What the task requires: Ignoring the images, restate the records below word for word.

Collected data:
= = = = = = =

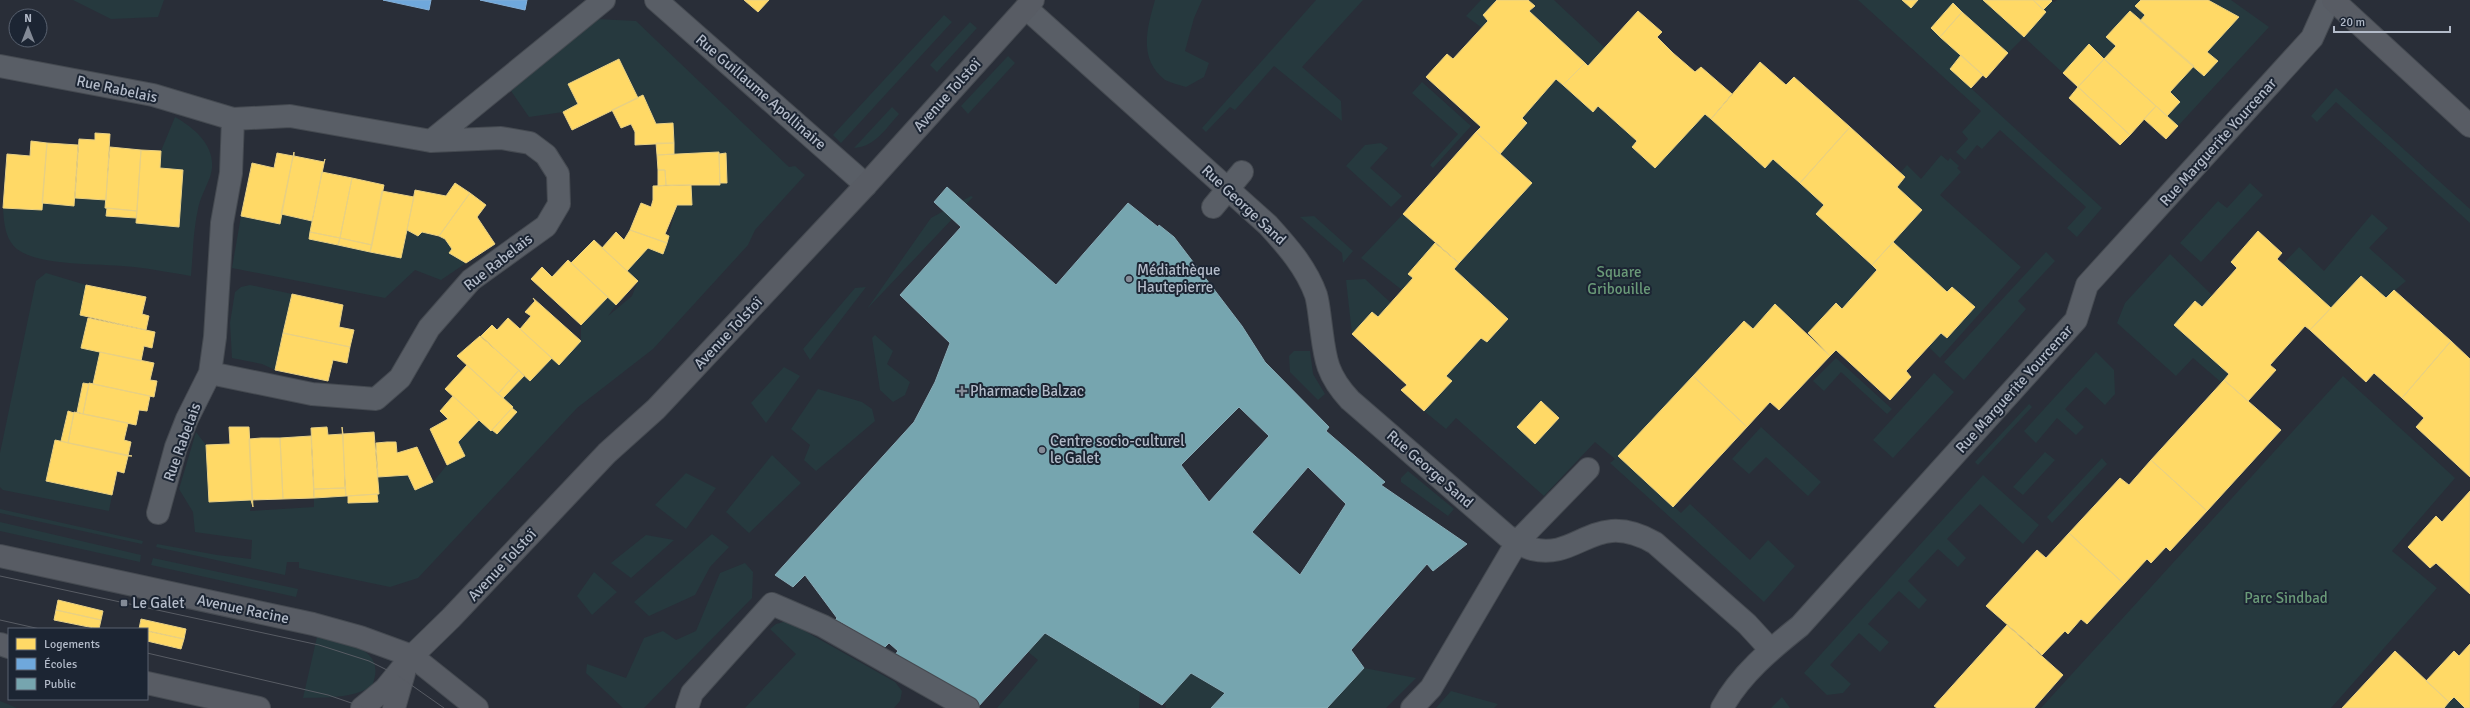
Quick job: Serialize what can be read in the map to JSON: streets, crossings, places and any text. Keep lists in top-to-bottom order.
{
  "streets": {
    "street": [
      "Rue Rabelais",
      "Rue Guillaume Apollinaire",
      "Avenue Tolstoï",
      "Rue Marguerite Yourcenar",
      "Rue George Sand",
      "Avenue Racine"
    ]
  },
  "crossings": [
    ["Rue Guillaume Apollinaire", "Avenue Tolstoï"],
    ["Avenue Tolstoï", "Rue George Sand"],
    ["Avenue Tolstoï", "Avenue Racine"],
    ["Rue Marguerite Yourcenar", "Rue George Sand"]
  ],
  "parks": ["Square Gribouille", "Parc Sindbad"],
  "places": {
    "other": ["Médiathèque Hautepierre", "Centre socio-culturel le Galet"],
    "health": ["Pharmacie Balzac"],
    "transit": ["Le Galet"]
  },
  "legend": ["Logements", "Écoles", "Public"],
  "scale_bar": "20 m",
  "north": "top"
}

= = = = = = =

Reply:
Quick job: Serialize what can be read in the map to JSON: streets, crossings, places and any text. Keep lists in top-to-bottom order.
{
  "streets": {
    "street": [
      "Rue Rabelais",
      "Rue Guillaume Apollinaire",
      "Avenue Tolstoï",
      "Rue Marguerite Yourcenar",
      "Rue George Sand",
      "Avenue Racine"
    ]
  },
  "crossings": [
    ["Rue Guillaume Apollinaire", "Avenue Tolstoï"],
    ["Avenue Tolstoï", "Rue George Sand"],
    ["Avenue Tolstoï", "Avenue Racine"],
    ["Rue Marguerite Yourcenar", "Rue George Sand"]
  ],
  "parks": ["Square Gribouille", "Parc Sindbad"],
  "places": {
    "other": ["Médiathèque Hautepierre", "Centre socio-culturel le Galet"],
    "health": ["Pharmacie Balzac"],
    "transit": ["Le Galet"]
  },
  "legend": ["Logements", "Écoles", "Public"],
  "scale_bar": "20 m",
  "north": "top"
}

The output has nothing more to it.